PHENOMENALITY: *uncanny*
MYTHICITY: *fair*
FRYEAN MYTHOS: *adventure*
CAMPBELLIAN FUNCTIONS: *sociological*
Most film-fans know director Edgar G' Ulmer for his famous Universal horror-film THE BLACK CAT or for his handful of 1950s SF-films, such as THE MAN FROM PLANET X. But he did dip his directorial oar into swashbuckling waters occasionally, and PIRATES OF CAPRI was, oddly enough, his second outing with a masked swashbuckler, following 1946's THE WIFE OF MONTE CRISTO.
CAPRI's credits are complicated by the fact that the film wasn't the usual Hollywood product, but was shot in Italy with an uncredited Italian co-director. That collaboration aside, Ulmer does seem to attempting a more painterly approach to an adventure-story. Possibly this was because the CAPRI project was shot in black-and-white, at a time when the majority of swashbucklers, even the cheap ones, were filmed in color. At times some of the shots are quite reminiscent of the delirious black-and-white contrasts from BLACK CAT.
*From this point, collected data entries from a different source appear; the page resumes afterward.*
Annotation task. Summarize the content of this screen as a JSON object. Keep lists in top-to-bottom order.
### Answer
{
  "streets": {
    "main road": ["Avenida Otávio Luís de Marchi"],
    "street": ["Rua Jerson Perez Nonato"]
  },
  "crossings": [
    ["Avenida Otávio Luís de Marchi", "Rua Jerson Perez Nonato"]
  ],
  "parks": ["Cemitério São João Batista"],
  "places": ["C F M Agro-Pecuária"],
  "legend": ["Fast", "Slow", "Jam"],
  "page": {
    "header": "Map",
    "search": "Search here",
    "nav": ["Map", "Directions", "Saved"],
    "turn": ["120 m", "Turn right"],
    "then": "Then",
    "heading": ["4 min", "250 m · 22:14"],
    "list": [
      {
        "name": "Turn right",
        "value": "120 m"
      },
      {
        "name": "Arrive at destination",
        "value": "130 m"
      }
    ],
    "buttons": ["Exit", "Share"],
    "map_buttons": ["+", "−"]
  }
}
On the other hand, the film is an extremely derivative take on the Zorro mythos, but with less effectiveness. In 1798, the ships of Naples-- where rules a queen, Maria Carolina (Binnie Barnes)-- are continually raided by a masked pirate, Captain Sirocco (Louis Hayward). In the raid that begins the story-- actually the only pirate-action in the movie-- Sirocco encounters a lovely young noblewoman, Mercedes (Mariella Lotti), who's on the way to Naples to meet one Count Amalfi for an arranged marriage. The masked pirate disparages Amalfi to Mercedes, but it turns out to be Sirocco's private joke, for the foppish fellow Mercedes later encounters at court is none other than the captain's secret identity.
In the original Zorro, the hero plays a languid aristocrat so that no one in Old California will suspect his double identity and so threaten himself and his family. Amalfi's motive is a little more confused. He's not literally a count, but assumed the title after his brother, the real royalty, was slain in Naples for abetting revolutionaries. Thus he would seem to be diametrically opposed to the example of the Scarlet Pimpernel, who was all about saving royals from rebels. Yet strangely, though Amalfi has good reason to hate the aristocracy, he doesn't despise Maria Carolina. He deems her an innocent, and the real tyrants are her ministers and her law enforcer Baron Holstein. At any rate, Amalfi uses his dandy-persona to spy on the court in order to gather info for more raids.
However, most of the film involves nasty Holstein trying various strategies to destroy Sirocco's network of operatives. Despite some decent dialogue the film as a whole is stodgy and stuffy, and Hayward's borderline-effeminate imitation of Leslie Howard's Scarlet Pimpernel is overdone by half. It's modestly interesting that Amalfi uses his masked persona as an alter ego to romance Mercedes, but by 1949 this was par for the course. Hayward does a good job with a climactic swordfight against his main enemy, enlivened a bit by being set on a theatrical stage.